So wurde erst vor wenigen Tagen bekannt, dass die Seite der noch mit den Grünen gemeinsam regierenden Sozialdemokraten eine Zeit lang nicht zu erreichen war - schon zum vierten Mal. Der Server der Partei war offenbar erneut unter dem digitalen Dauerfeuer einer Cyberattacke in die Knie gegangen. Auch in sozialen Netzwerken gehen laut Säpo gefälschte Konten trickreich schwedische Parteien und Politiker im Wahlkampf an.

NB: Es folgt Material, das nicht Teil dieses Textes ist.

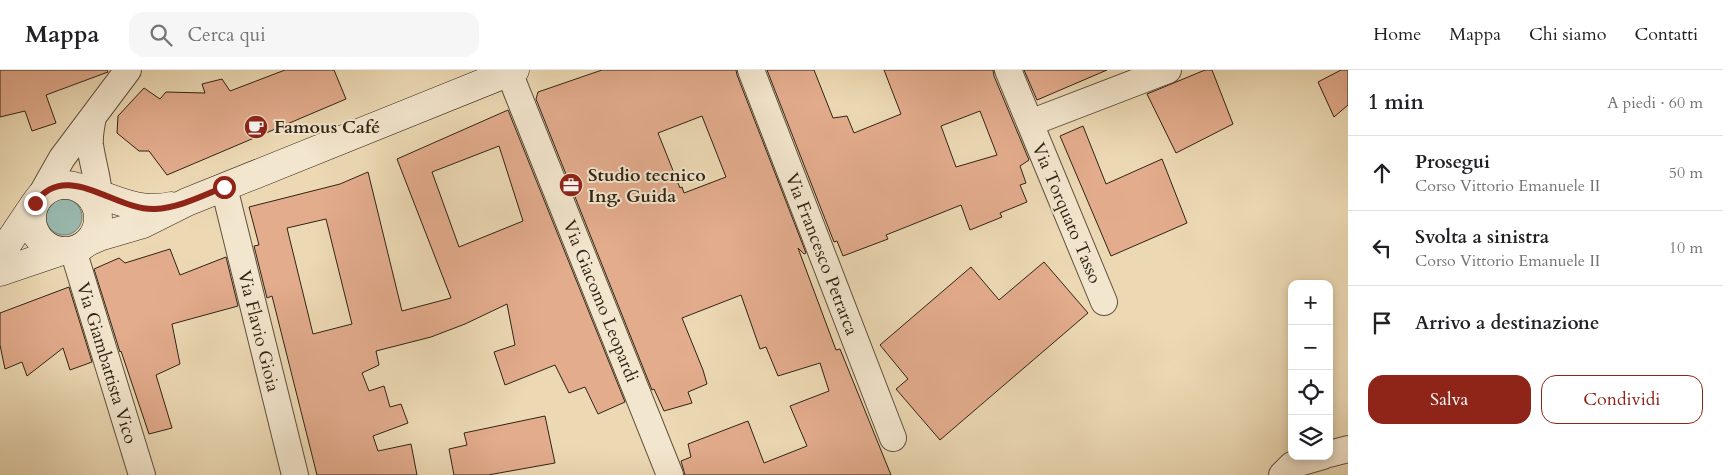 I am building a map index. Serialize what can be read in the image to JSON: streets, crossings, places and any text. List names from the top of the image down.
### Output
{
  "streets": {
    "street": [
      "Via Torquato Tasso",
      "Via Francesco Petrarca",
      "Via Giacomo Leopardi",
      "Via Flavio Gioia",
      "Via Giambattista Vico"
    ]
  },
  "places": {
    "cafe": ["Famous Café"],
    "office": ["Studio tecnico Ing. Guida"]
  },
  "page": {
    "header": "Mappa",
    "search": "Cerca qui",
    "nav": [
      "Home",
      "Mappa",
      "Chi siamo",
      "Contatti"
    ],
    "heading": ["1 min", "A piedi · 60 m"],
    "list": [
      ["Prosegui", "Corso Vittorio Emanuele II", "50 m"],
      ["Svolta a sinistra", "Corso Vittorio Emanuele II", "10 m"],
      "Arrivo a destinazione"
    ],
    "map_buttons": ["+", "−"],
    "buttons": ["Salva", "Condividi"]
  }
}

Mit negativer Wirkung über die Grenzen des Landes hinaus: Es sei auffällig, so Escar, dass selbst Teile der internationalen Presse über ein Schweden berichteten, in dem angeblich chaotische Zustände herrschten - wohl eine Anspielung auf ebenso falsche wie immer wieder neu verbreitete Informationen über den Zusammenbruch der öffentlichen Ordnung. In den Außenbezirken der großen Städte Göteborg, Malmö oder Stockholm sollen das die Folgen massenhafter Zuwanderung von Flüchtlingen sein.

Dabei fällt es der Geheimpolizei offenbar schwer, die Quellen ausfindig zu machen - die nicht notwendigerweise immer im Ausland seien, sagt Escar: "Nicht alles Auffällige stammt von einer fremden Macht, die das Vertrauen in diese Wahl schwächen will."

Verdacht gegen Russland

Da denken viele an Russland, von dem sich die Schweden zunehmend bedroht fühlen und dem man ein Interesse an der Destabilisierung westeuropäischer Demokratien nachsagt.

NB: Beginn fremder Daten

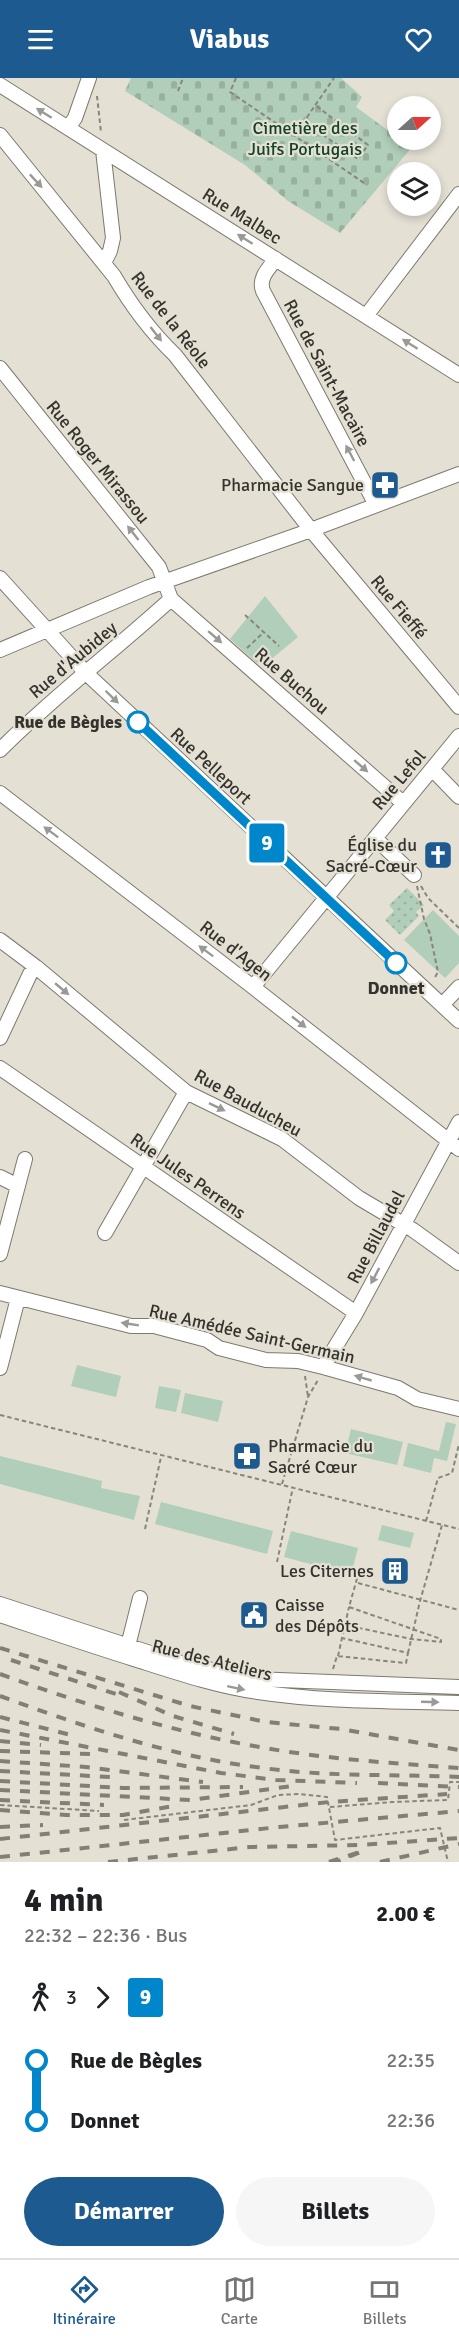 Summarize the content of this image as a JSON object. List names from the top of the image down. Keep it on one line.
{"streets":{"street":["Rue Malbec","Rue de la Réole","Rue de Saint-Macaire","Rue Roger Mirassou","Rue Fieffé","Rue d'Aubidey","Rue Buchou","Rue Pelleport","Rue Lefol","Rue d'Agen","Rue Bauducheu","Rue Jules Perrens","Rue Billaudel","Rue Amédée Saint-Germain","Rue des Ateliers"]},"crossings":[["Rue Malbec","Rue de Saint-Macaire"],["Rue de la Réole","Rue Fieffé"],["Rue d'Aubidey","Rue Buchou"],["Rue d'Aubidey","Rue Pelleport"],["Rue Buchou","Rue Lefol"],["Rue Pelleport","Rue Lefol"],["Rue Lefol","Rue d'Agen"],["Rue d'Agen","Rue Billaudel"],["Rue Bauducheu","Rue Billaudel"],["Rue Jules Perrens","Rue Billaudel"],["Rue Billaudel","Rue Amédée Saint-Germain"]],"one_way":["Rue Malbec","Rue de la Réole","Rue de Saint-Macaire","Rue Roger Mirassou","Rue Buchou","Rue Pelleport","Rue Bauducheu","Rue Billaudel","Rue Amédée Saint-Germain"],"parks":["Cimetière des Juifs Portugais"],"places":{"pharmacy":["Pharmacie Sangue","Pharmacie du Sacré Cœur"],"other":["Rue de Bègles","Donnet"],"church":["Église du Sacré-Cœur"],"building":["Les Citernes"],"public building":["Caisse des Dépôts"]},"lines":["bus line 9"],"north":"right","page":{"header":"Viabus","on_map":"9","heading":["4 min","22:32 – 22:36 · Bus","2.00 €"],"legs":["3","9"],"list":[{"name":"Rue de Bègles","value":"22:35"},{"name":"Donnet","value":"22:36"}],"buttons":["Démarrer","Billets"],"tabs":["Itinéraire","Carte","Billets"]}}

Professor Ralph Schroeder forscht am britischen Oxford Internet Institute. Sein Team hat dort seit März allein 600.000 Twitter-Posts analysiert, bei denen es um die Schwedenwahl ging. In einem Interview mit dem schwedischen Rundfunk beteiligte er sich zwar nicht an Spekulationen über die Identität der Online-Propagandisten, beschrieb aber Auffälligkeiten ihrer Aktionen.

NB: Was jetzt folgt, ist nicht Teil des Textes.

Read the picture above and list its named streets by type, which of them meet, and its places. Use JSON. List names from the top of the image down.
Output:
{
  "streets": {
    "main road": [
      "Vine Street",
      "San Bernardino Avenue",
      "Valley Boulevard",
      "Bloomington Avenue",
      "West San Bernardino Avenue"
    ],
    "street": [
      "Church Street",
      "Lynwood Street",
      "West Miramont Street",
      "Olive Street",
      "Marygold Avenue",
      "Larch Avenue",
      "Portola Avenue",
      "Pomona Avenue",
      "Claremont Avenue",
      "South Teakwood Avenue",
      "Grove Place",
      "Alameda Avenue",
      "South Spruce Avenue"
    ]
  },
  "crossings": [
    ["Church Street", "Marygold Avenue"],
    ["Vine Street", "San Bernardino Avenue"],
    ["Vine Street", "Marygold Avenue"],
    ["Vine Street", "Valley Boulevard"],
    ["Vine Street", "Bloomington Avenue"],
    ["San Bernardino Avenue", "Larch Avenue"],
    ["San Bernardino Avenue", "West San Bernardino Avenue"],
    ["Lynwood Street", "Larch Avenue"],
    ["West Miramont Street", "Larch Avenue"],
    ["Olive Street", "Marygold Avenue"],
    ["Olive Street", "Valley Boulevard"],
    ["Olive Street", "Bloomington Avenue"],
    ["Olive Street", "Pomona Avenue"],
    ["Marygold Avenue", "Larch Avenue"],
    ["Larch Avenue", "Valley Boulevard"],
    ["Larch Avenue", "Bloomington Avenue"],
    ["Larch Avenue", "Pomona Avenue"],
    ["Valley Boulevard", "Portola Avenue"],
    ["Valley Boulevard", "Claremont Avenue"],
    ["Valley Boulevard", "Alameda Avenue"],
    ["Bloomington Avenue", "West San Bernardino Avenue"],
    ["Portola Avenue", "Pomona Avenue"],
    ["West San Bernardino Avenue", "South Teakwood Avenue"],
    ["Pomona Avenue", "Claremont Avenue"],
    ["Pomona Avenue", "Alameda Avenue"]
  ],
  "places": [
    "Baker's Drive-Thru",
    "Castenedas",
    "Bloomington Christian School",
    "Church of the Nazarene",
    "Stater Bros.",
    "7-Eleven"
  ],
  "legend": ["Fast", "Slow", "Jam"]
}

"Sie bevorzugen bestimmte Themen und Parteien, besonders die Schwedendemokraten und die Alternative für Schweden", erklärt er. "Es gibt auch eine Menge Kritik. Und die konzentriert sich wiederum unverhältnismäßig häufig auf die Sozialdemokraten."

Jimmie Akesson, Spitzenkandidat der rechten Partei "Schwedendemokraten", spricht in Malmö. Experten rechnen damit, dass seine Partei bei der Parlamentswahl gut abschneiden wird.

"Ich mache mir da schon Sorgen um die Demokratie"

Dabei seien bis zu einem Sechstel der Tweets nicht von "normalen" Nutzern gepostet worden, sondern von Bots. Aber auch die massenweise Verbreitung von Falschmeldungen durch Menschen in sozialen Netzwerken zählt er dazu.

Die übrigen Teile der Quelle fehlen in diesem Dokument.